- _WORK TASK_
Render every line of the data exactly as written, and leave out the pictures.

- _SOURCE DATA_
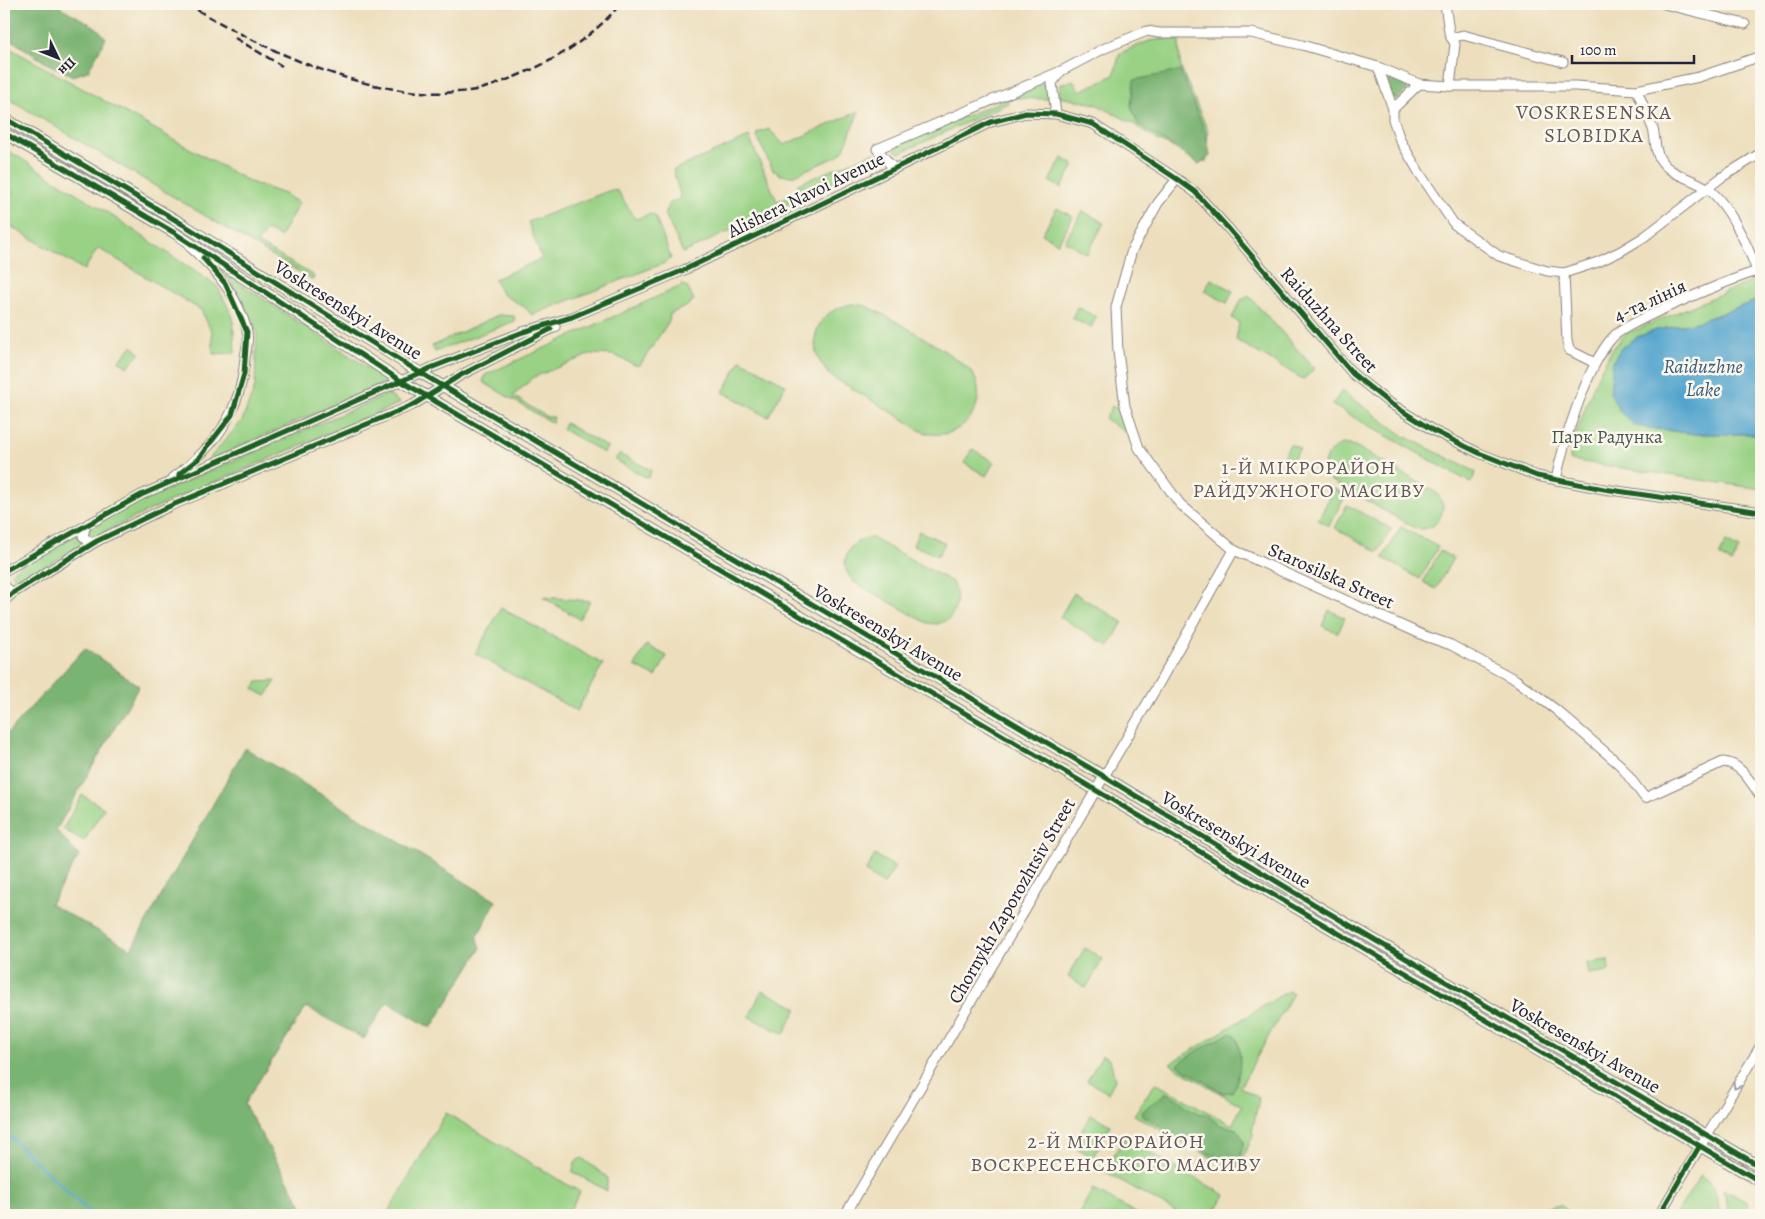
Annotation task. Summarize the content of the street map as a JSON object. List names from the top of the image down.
{
  "streets": {
    "main road": ["Voskresenskyi Avenue"],
    "street": [
      "Alishera Navoi Avenue",
      "4-та лінія",
      "Raiduzhna Street",
      "Starosilska Street",
      "Chornykh Zaporozhtsiv Street"
    ]
  },
  "crossings": [
    ["Alishera Navoi Avenue", "Voskresenskyi Avenue"],
    ["Alishera Navoi Avenue", "Raiduzhna Street"],
    ["4-та лінія", "Raiduzhna Street"],
    ["Voskresenskyi Avenue", "Chornykh Zaporozhtsiv Street"],
    ["Raiduzhna Street", "Starosilska Street"],
    ["Starosilska Street", "Chornykh Zaporozhtsiv Street"]
  ],
  "districts": ["VOSKRESENSKA SLOBIDKA", "1-Й МІКРОРАЙОН РАЙДУЖНОГО МАСИВУ", "2-Й МІКРОРАЙОН ВОСКРЕСЕНСЬКОГО МАСИВУ"],
  "water": ["Raiduzhne Lake"],
  "parks": ["Парк Радунка"],
  "scale_bar": "100 m",
  "north": "bottom right"
}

- _COMPLETED EXERCISE_
Annotation task. Summarize the content of the street map as a JSON object. List names from the top of the image down.
{
  "streets": {
    "main road": ["Voskresenskyi Avenue"],
    "street": [
      "Alishera Navoi Avenue",
      "4-та лінія",
      "Raiduzhna Street",
      "Starosilska Street",
      "Chornykh Zaporozhtsiv Street"
    ]
  },
  "crossings": [
    ["Alishera Navoi Avenue", "Voskresenskyi Avenue"],
    ["Alishera Navoi Avenue", "Raiduzhna Street"],
    ["4-та лінія", "Raiduzhna Street"],
    ["Voskresenskyi Avenue", "Chornykh Zaporozhtsiv Street"],
    ["Raiduzhna Street", "Starosilska Street"],
    ["Starosilska Street", "Chornykh Zaporozhtsiv Street"]
  ],
  "districts": ["VOSKRESENSKA SLOBIDKA", "1-Й МІКРОРАЙОН РАЙДУЖНОГО МАСИВУ", "2-Й МІКРОРАЙОН ВОСКРЕСЕНСЬКОГО МАСИВУ"],
  "water": ["Raiduzhne Lake"],
  "parks": ["Парк Радунка"],
  "scale_bar": "100 m",
  "north": "bottom right"
}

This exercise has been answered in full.